Uh oh. DBKL may have picked the wrong fight...with TTDI folk over Taman Rimba Kiara
Cilisos Media Sdn
New Jo-Lyn
03 October 2017

Remember last year in June Taman Tun Dr Ismail residents were protesting against The Kuala Lumpur City Hall's (DBKL) new development in their beloved Taman Rimba Kiara?

For TTDI residents (and for many more outside TTDI), Taman Rimba Kiara is their escape spot without having to travel far. A favourite with families, hikers, cyclists, fitness enthusiasts A green haven in an urban city, and as you’ll find out below, an important source of biodiversity. So imagine their horror when DBKL announced the new development #brokendreams.

You can’t paint with all the colours of the wind if you replace this park with a condo.  Image from The Star

We first covered DBKL’s proposed developments in March earlier this year. In a nutshell:
DBKL wants to develop Taman Rimba Kiara park into a luxury condo, and is highlighting that the profits will be used to relocate longhouse residents who have lived there for generations.

Among the complications are:
The longhouse residents who are families of the plantation workers who used to work on the rubber estates that covered Bukit Kiara decades ago don’t actually want to be associated with the luxury condos.
The part of Taman Rimba Kiara allocated to the condo used to belong to the gomen, but was conveniently sliced off to be given to Yayasan Wilayah Persekutuan, of which Federal Territories Minister Tengku Adnan is also a Director. FYI a very similar case is also going on in Titiwangsa.

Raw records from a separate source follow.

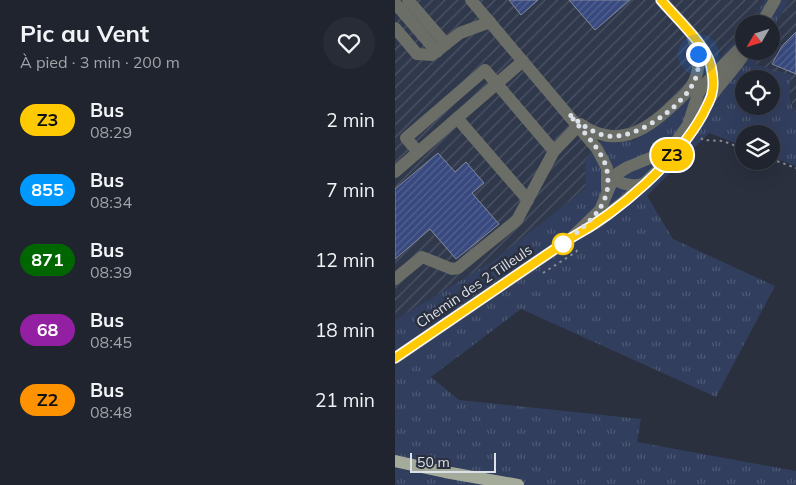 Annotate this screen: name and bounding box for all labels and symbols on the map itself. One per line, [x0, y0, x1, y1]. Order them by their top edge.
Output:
north arrow [735, 15, 780, 60]
your location [686, 42, 711, 67]
line badge: Z3 [649, 139, 695, 171]
unlabelled marker [552, 233, 574, 255]
street label: Chemin des 2 Tilleuls [413, 240, 535, 331]
scale bar [410, 450, 496, 473] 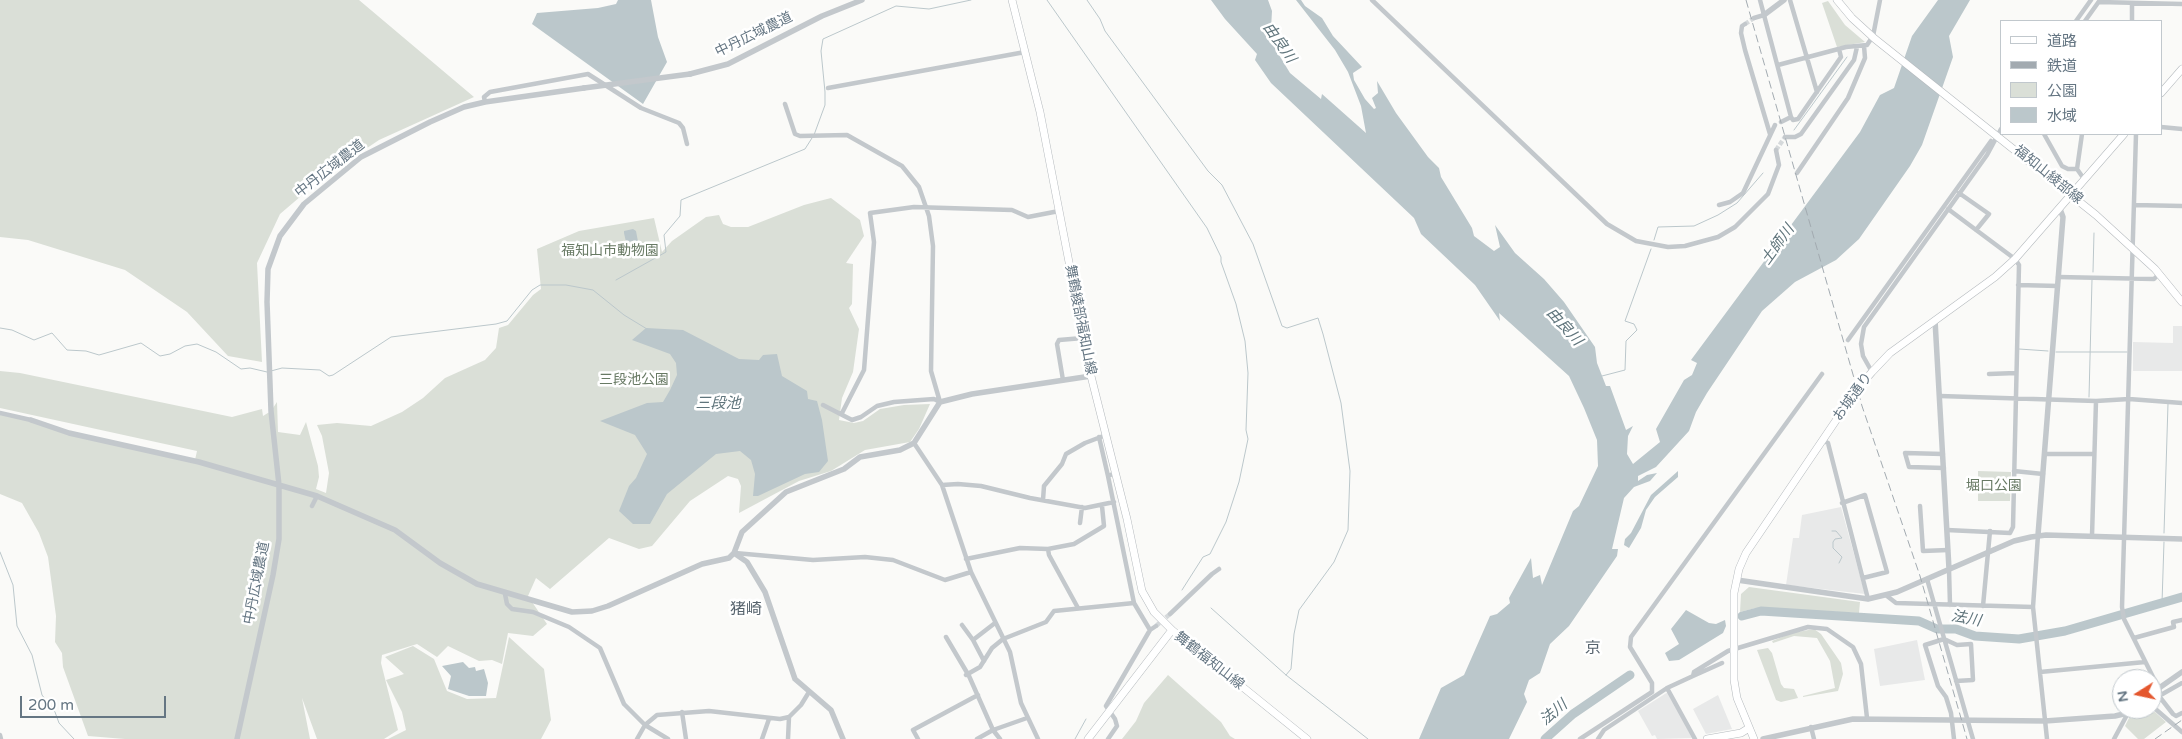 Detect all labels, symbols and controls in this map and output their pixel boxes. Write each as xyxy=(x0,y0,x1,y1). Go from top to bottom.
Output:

Now, the TTDI folks agree with affordable housing for longhouse residents who have been waiting for it since the decade bell-bottoms were cool. It’s just the RM3 billion luxury condo they didn’t have the hots for.

Why is TTDI’s protest different from others?
Today, it’s been more than one year now since the protest, and if anything, things are heating up, and people are slowly realising that TTDI is a bit different from other neighbourhoods.  If we take previous protests as examples, it can be said that residents protests tend to blow over quite quickly, sometimes without achieving anything.

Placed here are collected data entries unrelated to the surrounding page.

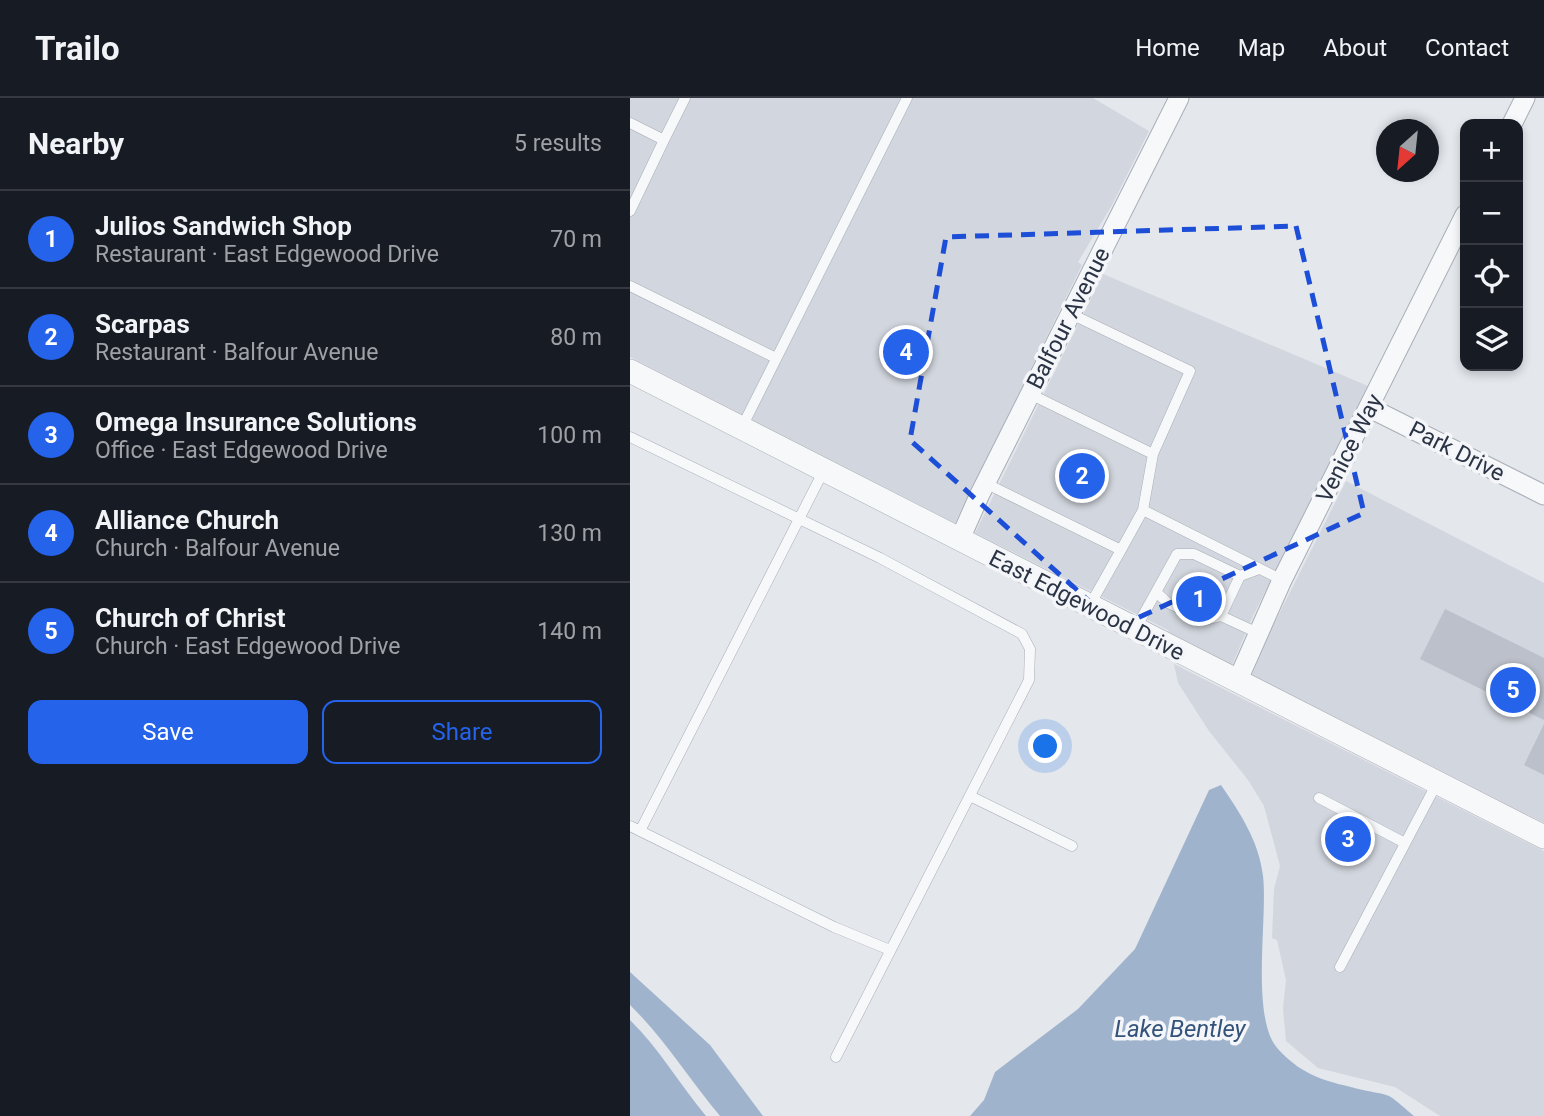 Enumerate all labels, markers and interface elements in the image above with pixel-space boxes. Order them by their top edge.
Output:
text: Trailo [35,29,120,68]
text: Home [1135,34,1200,62]
text: Map [1238,34,1285,62]
text: About [1323,34,1387,62]
text: Contact [1425,34,1509,62]
north arrow [1376,119,1439,182]
map controls [1460,119,1523,371]
button: + [1460,119,1523,182]
text: Nearby [28,126,124,161]
text: 5 results [514,130,602,157]
button: − [1460,182,1523,245]
text: Julios Sandwich Shop [95,211,352,241]
text: 1 [44,226,58,253]
text: 70 m [550,226,602,253]
text: Restaurant · East Edgewood Drive [95,241,439,268]
street label: Balfour Avenue [1021,243,1116,393]
button: locate [1460,245,1523,308]
button: layers [1460,308,1523,371]
text: Scarpas [95,309,190,339]
text: 2 [44,324,58,351]
text: 80 m [550,324,602,351]
pin: 4 [883,326,929,378]
text: Restaurant · Balfour Avenue [95,339,378,366]
street label: Venice Way [1311,389,1388,507]
text: Omega Insurance Solutions [95,407,417,437]
street label: Park Drive [1404,416,1509,487]
text: 3 [44,422,58,449]
text: 100 m [537,422,602,449]
text: Office · East Edgewood Drive [95,437,388,464]
pin: 2 [1059,450,1105,502]
text: Alliance Church [95,505,279,535]
text: 4 [44,520,58,547]
text: 130 m [537,520,602,547]
text: Church · Balfour Avenue [95,535,340,562]
street label: East Edgewood Drive [985,544,1189,666]
pin: 1 [1176,573,1222,625]
text: Church of Christ [95,603,286,633]
text: 5 [44,618,58,645]
text: 140 m [537,618,602,645]
text: Church · East Edgewood Drive [95,633,401,660]
pin: 5 [1490,664,1536,716]
button: Save [28,700,308,764]
button: Share [322,700,602,764]
your location [1028,729,1062,763]
pin: 3 [1325,813,1371,865]
water label: Lake Bentley [1114,1015,1247,1043]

In 2014, residents of Kampung Chubadak Tambahan were evicted from their homes after a developer won a contract. Not only did residents get kicked out, they didn’t even get compensation at first. So they challenged local authorities for ownership of the land, but lost and were even called “squatters” by the judge. Later they tried to protest for compensation and the Court of Appeal at least ruled to give them that. But the sad thing is they still lost their homes.

Kg Chubadak’s residents living in tents after their houses were reduced to rubble :'( Image from Malay Mail)

And of course who could forget last year’s highway protests. Residents were against felling and degazettement of vital forest reserves and water catchment zones for the Klang Valley to build the proposed DASH, SUKE and EKVE highways. In spite of this protest being a big one (they collected 15,000 signatures) and getting a lot of media attention, it appears that the developments will go ahead.

But as you (and we) are beginning to notice, just a teensy smidge, TTDI residents really care about this park and they are not.backing.down. We spoke to Hafiz Abu Bakar who is the Chairman of the TTDI Resident’s Association (RA) and Leon Koay the Taman Rimba Kiara Working Group committee member, to tell us what makes TTDI so unique.

DBKL was about to find out that they messed with the wrong neighbourhood!

DBKL put up the notice in June last year

One day in June 2016, a signboard came up showing a notice put up by DBKL. Immediately, the Residents’ Association called for a town hall meeting on a Saturday.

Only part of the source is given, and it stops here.